Eventually, Grace and Rocky part ways to save their respective planets (and turns out, Rocky has a crapload of Astrophage-made fuel, which he can give to Grace and help him get back to Earth) because they solve the problem: Astrophage, like any other living creature, has a predator, a microbe Grace names “Taumoeba.” Get some of those and fight back against Astrophage and stop the solar dimming.
However, there’s one wrinkle in the problem, as the two made Taumoeba strong enough to resist nitrogen, which was previously killing them, but also made them resistant to the material the aliens use, including of their own ship.
That’s when Grace got back into my … good graces, by deciding to turn around his ship and go save Rocky instead of returning to Earth. Going to save Rocky surely meant death because he can’t eat Eridian food and he doesn’t have enough human food left to make the journey all the way back to Earth once at 40 Eridani (the alien planet).
He became a hero! So, maybe Weir is a genius after all because he brought that dang arc WAY low to the ground so that when this moment comes to save Rocky (who is the opposite of Grace in terms of being funny, kind and optimistic), it really represents something profound and indeed heroic. I loved it. Well-done, sir.
I’m a sucker for stories like this. First, the fascinating science stuff. Sure, some of it goes over my head, but the general idea of other life being out there and being on the same page (relatively speaking) with us, is cool to consider.

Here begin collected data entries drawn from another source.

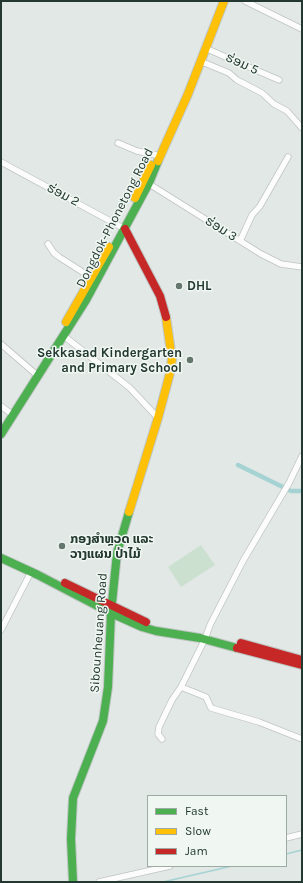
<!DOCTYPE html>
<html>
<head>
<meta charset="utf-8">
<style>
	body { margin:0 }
	#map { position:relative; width:303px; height:883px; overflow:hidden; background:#e2e8e5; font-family:Karla,sans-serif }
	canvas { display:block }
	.frame { position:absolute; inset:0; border:2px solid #223830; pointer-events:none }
	.legend { position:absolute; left:147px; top:795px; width:140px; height:72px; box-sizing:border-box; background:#f0f7f2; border:1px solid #9eaba4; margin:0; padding:5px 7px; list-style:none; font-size:12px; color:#223830 }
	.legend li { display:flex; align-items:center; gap:8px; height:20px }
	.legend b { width:20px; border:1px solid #9eaba4 }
</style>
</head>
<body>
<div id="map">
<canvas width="303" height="883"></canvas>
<div class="frame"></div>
<ul class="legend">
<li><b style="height:5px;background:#4caf50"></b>Fast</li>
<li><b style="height:5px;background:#ffc107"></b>Slow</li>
<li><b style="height:5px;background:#c62828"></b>Jam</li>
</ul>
</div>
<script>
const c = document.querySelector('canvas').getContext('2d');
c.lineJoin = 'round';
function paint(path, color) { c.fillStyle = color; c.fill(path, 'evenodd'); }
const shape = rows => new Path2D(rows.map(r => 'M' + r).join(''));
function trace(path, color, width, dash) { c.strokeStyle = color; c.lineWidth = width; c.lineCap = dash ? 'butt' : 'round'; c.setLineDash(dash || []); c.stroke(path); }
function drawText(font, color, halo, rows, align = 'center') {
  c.font = font + ' Karla,"Noto Sans Lao",sans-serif'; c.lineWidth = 3; c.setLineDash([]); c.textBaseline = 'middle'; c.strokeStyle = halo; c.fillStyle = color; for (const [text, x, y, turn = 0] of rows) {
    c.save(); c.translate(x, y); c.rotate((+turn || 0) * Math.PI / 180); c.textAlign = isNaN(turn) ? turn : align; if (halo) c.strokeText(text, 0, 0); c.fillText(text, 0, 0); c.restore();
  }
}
paint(shape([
	[201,545,215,565,181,587,168,567]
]), '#cce0d0');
trace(shape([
	[286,854,302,850],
	[163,882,232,866]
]), '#a5d2d3', 1.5);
trace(shape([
	[238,465,291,491,302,491]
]), '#a5d2d3', 4.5);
const street = shape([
	[245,1,302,29],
	[205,48,279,80],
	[200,61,229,73,237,80,262,93,274,104,287,111,302,128],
	[118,143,137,151,156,155],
	[1,162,125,229],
	[146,182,261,254,281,264,302,267],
	[240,241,252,215,260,206,288,157],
	[48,244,54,253,59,257,92,278],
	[64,336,130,388,158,418],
	[1,344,38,376],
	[1,406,13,415],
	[302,456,289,483,243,561,210,625,205,639,181,687,206,697,211,708,259,722,302,739],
	[1,630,31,572],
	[162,739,158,734,159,727,172,700,181,687],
	[286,838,302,834],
	[99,882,170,866]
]);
const fast = shape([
	[1,434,86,300,149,183,158,161],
	[1,558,38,575,111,613,142,627,156,631,200,638,237,648],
	[73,882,71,839,73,798,103,721,108,687,111,613,117,553,129,512]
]);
const slow = shape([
	[158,161,188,94,224,1],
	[135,198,151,165],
	[66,322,109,247],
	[129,512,158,418,170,373,172,359,166,317]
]);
const jam = shape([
	[125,229,160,296,166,317],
	[65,583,146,622],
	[241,643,302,660],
	[237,648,302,665]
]);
trace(street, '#bfc4c2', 7);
trace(fast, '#bec5c2', 10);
trace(slow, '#bec5c2', 10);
trace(jam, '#bec5c2', 10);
trace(street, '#fbfcfb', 5.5);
trace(fast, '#4caf50', 8);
trace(slow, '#ffc107', 8);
trace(jam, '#c62828', 8);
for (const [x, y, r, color] of [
	[179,286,4,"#65766f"],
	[190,360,4,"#65766f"],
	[62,546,4,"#65766f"]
]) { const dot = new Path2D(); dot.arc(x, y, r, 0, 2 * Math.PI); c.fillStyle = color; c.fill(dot); trace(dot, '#f0f7f2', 1.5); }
drawText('13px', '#223830', '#f0f7f2', [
	["ຮ່ອມ 5",242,64,24],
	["ຮ່ອມ 2",63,195,28],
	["Dongdok-Phonetong Road",115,218,-63],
	["ຮ່ອມ 3",221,229,32],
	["Sibounheuang Road",99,633,-86]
]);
drawText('bold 13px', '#223830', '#f0f7f2', [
	["DHL",187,286],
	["Sekkasad Kindergarten",182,353,"right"],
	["and Primary School",182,368,"right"],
	["ກອງສໍາຫຼວດ ແລະ",70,539],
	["ວາງແຜນ ປ່າໄມ້",70,554]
], 'left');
</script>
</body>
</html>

And it’s also scary to consider that there could also be a space invader at the molecular level that could come through and destroy (or try to) us.
I like to think that humans, as Grace comes to think, are more resilient than that. That we can adapt. After all, the most renewable resource we have is our human ingenuity. It built the Hail Mary. It sent humans 12 light years away. And it stopped an alien microbe from eating our sun.
So, really, Stratt is the true hero of the book. She’s a genius. She also makes a great point that Grace, during his whiny phase, shrugs off, that for most of human history before the Industrial Revolution, human life was awful because everything was geared toward harvesting, producing, storing, disseminating and so on, food. Food was everything.
Imagine a life and a world where your every waking moment isn’t consumed by how you’re going to get your next meal. Welcome to the last 200-some years of civilization and what made much of space travel itself possible at all.
But I also loved the book for its real human (and uh, alien) relationship between Grace and Rocky. That Grace, for all his other faults, wasn’t scared or suspicious or hostile to Rocky. And that Weir didn’t make Rocky a hostile alien or swerve us later that Rocky was secretly undermining Grace (I was worried that would happen). Nope. Just two people trying to save their respective planets. I loved it.
I want to know more about Eridian culture, though! Yeah, their biology was interesting, but that’s like learning about human biology (which Rocky rightly pointed out is weird. The interesting stuff about humans is all in our culture and our norms. I imagine the same is true of Eridians.
If you liked The Martian (I haven’t read his second novel, but I plan to now!), I think you’ll like this one because it’s more of the same, but with higher stakes and more alien intrigue. If you just like science fiction, then this one is a no-brainer. And if you’re iffy on science fiction, then I’m not sure you’d like this because it gets pretty heavy on science-y stuff, but I still think it’s intriguing!